====== RECORDS SHOWN ======

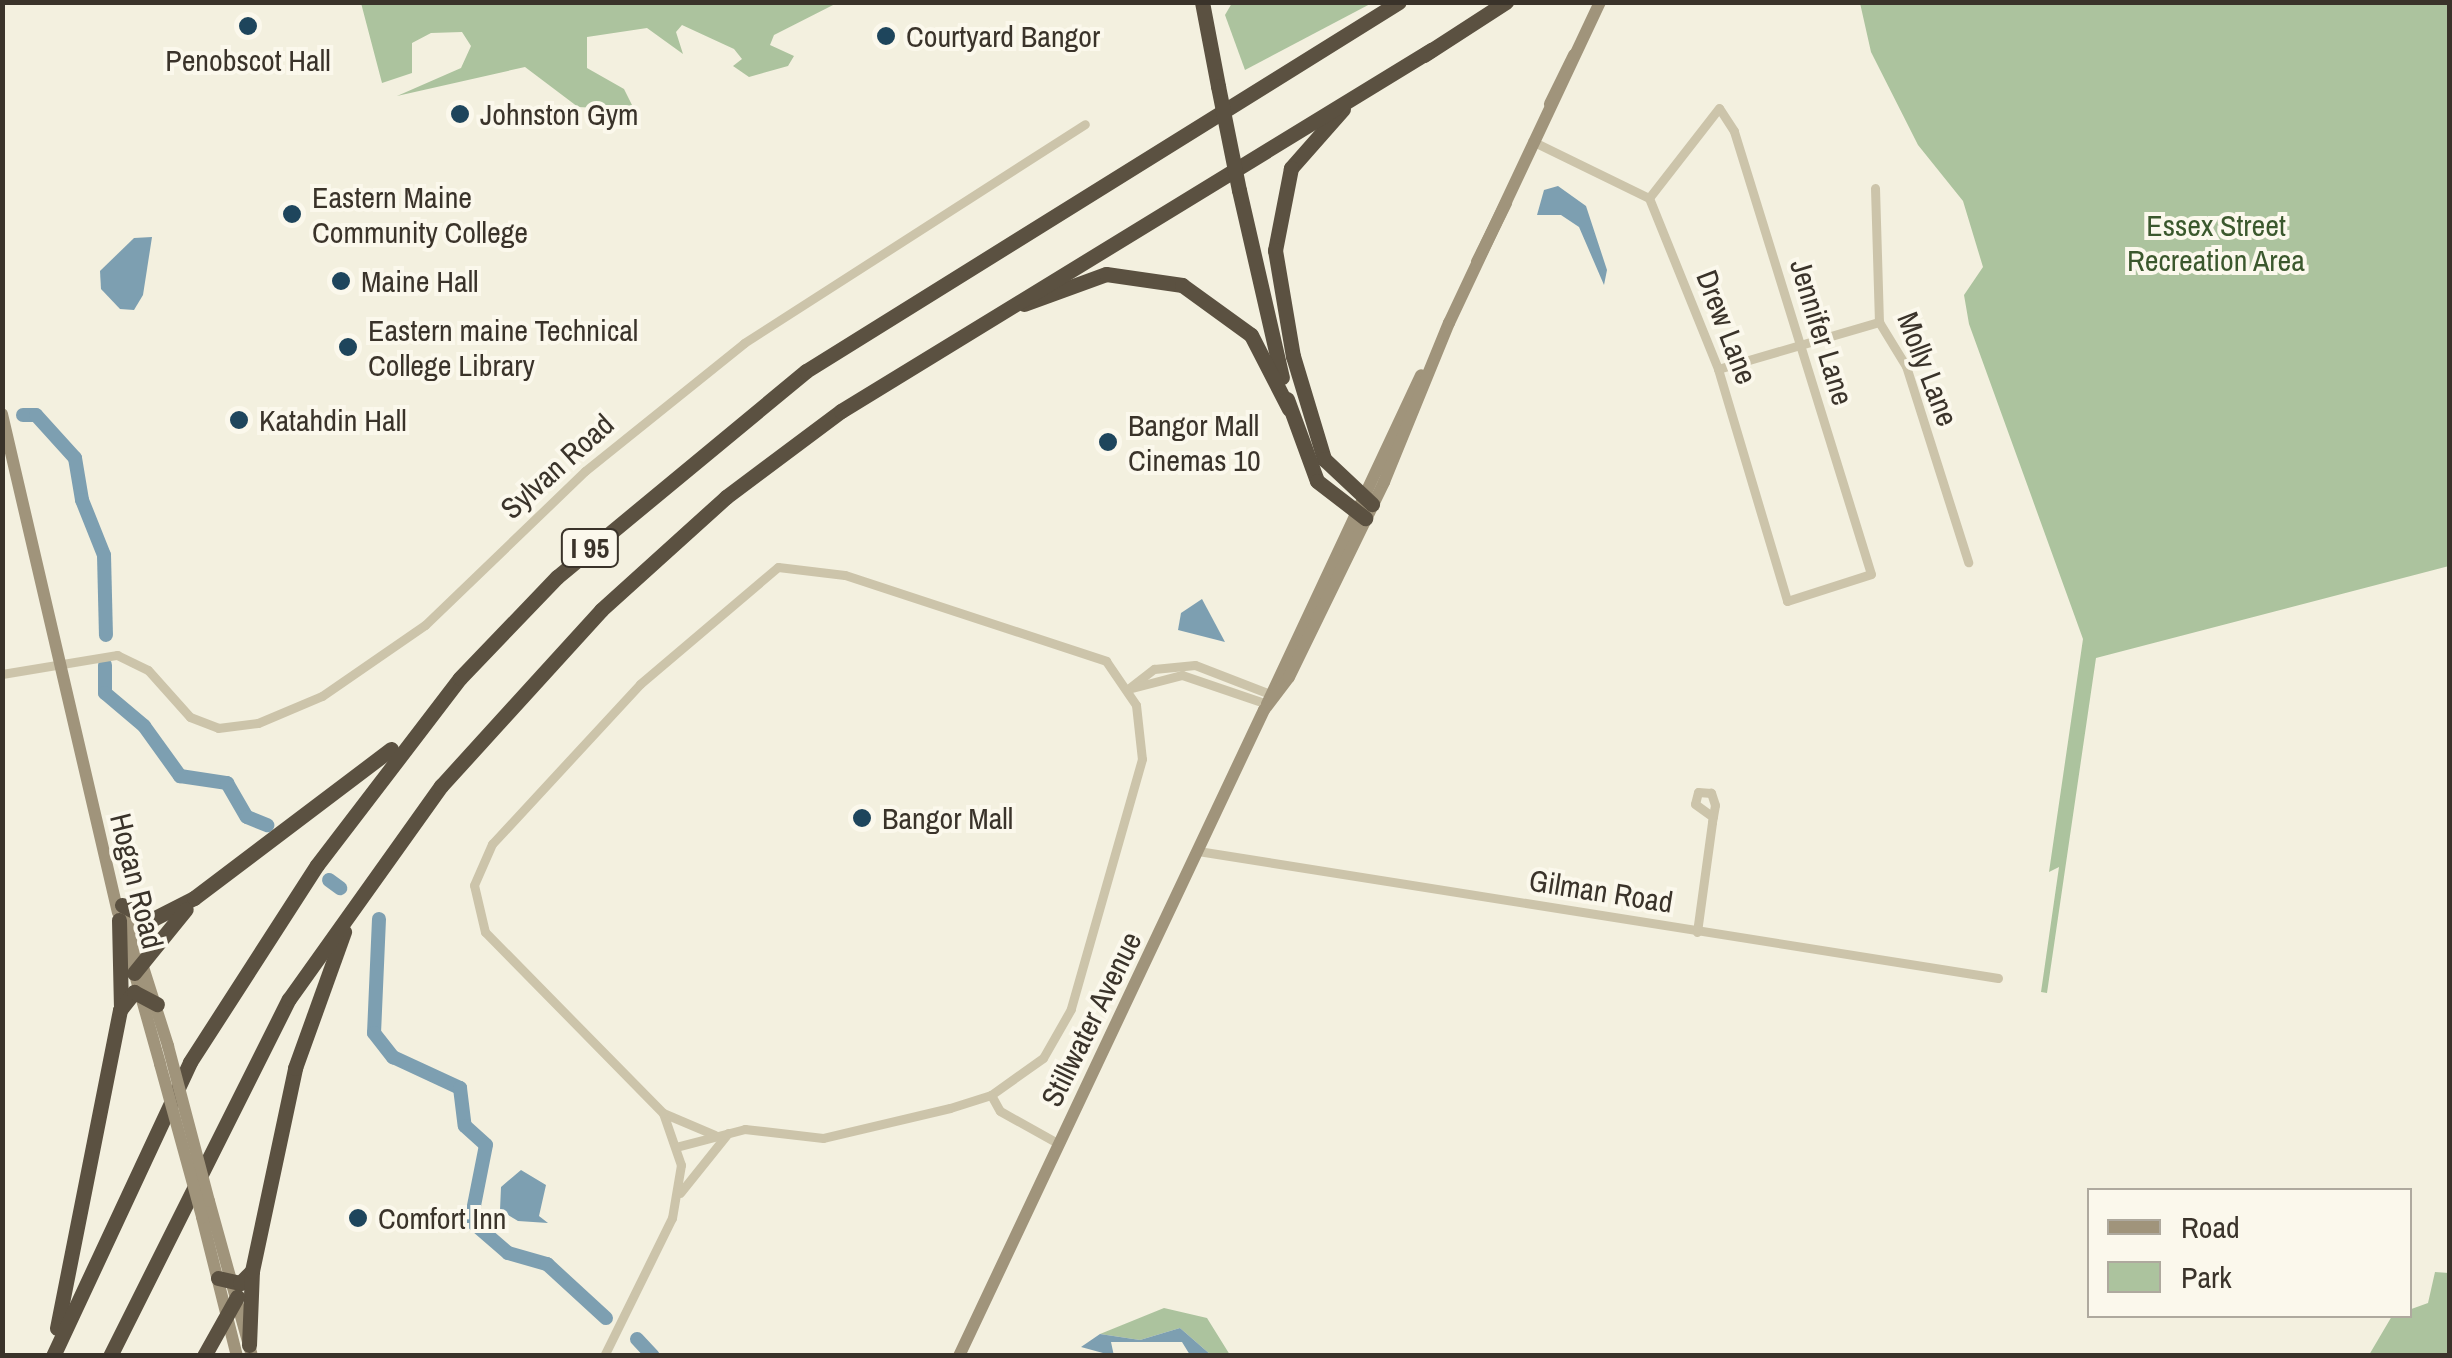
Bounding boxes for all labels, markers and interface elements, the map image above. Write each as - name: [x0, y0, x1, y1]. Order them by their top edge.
- marker: Penobscot Hall: [237, 15, 259, 37]
- place label: Courtyard Bangor: [906, 18, 1100, 54]
- marker: Courtyard Bangor: [875, 25, 897, 47]
- place label: Penobscot Hall: [165, 42, 331, 78]
- place label: Johnston Gym: [480, 96, 639, 132]
- marker: Johnston Gym: [449, 103, 471, 125]
- place label: Eastern Maine Community College: [312, 179, 528, 250]
- marker: Eastern Maine Community College: [281, 203, 303, 225]
- park label: Essex Street Recreation Area: [2126, 207, 2306, 278]
- street label: Jennifer Lane: [1783, 255, 1861, 409]
- place label: Maine Hall: [361, 263, 479, 299]
- street label: Drew Lane: [1689, 265, 1765, 389]
- marker: Maine Hall: [330, 270, 352, 292]
- street label: Molly Lane: [1890, 307, 1966, 431]
- place label: Eastern maine Technical College Library: [368, 312, 639, 382]
- marker: Eastern maine Technical College Library: [337, 336, 359, 358]
- place label: Katahdin Hall: [259, 402, 407, 438]
- street label: Sylvan Road: [493, 406, 621, 526]
- place label: Bangor Mall Cinemas 10: [1128, 407, 1261, 478]
- marker: Katahdin Hall: [228, 409, 250, 431]
- marker: Bangor Mall Cinemas 10: [1097, 431, 1119, 453]
- road number: I 95: [560, 525, 620, 571]
- place label: Bangor Mall: [882, 800, 1013, 836]
- marker: Bangor Mall: [851, 807, 873, 829]
- street label: Hogan Road: [103, 810, 171, 952]
- street label: Gilman Road: [1527, 862, 1675, 920]
- street label: Stillwater Avenue: [1033, 925, 1149, 1113]
- legend: [2087, 1188, 2412, 1318]
- place label: Comfort Inn: [378, 1200, 507, 1236]
- marker: Comfort Inn: [347, 1207, 369, 1229]
- text: Road: [2181, 1207, 2240, 1247]
- text: Park: [2181, 1257, 2232, 1297]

======

EXERCISE: Copy the lines of the entries above that mention "Bangor".

PROBLEM SOLUTION:
- place label: Courtyard Bangor: [906, 18, 1100, 54]
- marker: Courtyard Bangor: [875, 25, 897, 47]
- place label: Bangor Mall Cinemas 10: [1128, 407, 1261, 478]
- marker: Bangor Mall Cinemas 10: [1097, 431, 1119, 453]
- place label: Bangor Mall: [882, 800, 1013, 836]
- marker: Bangor Mall: [851, 807, 873, 829]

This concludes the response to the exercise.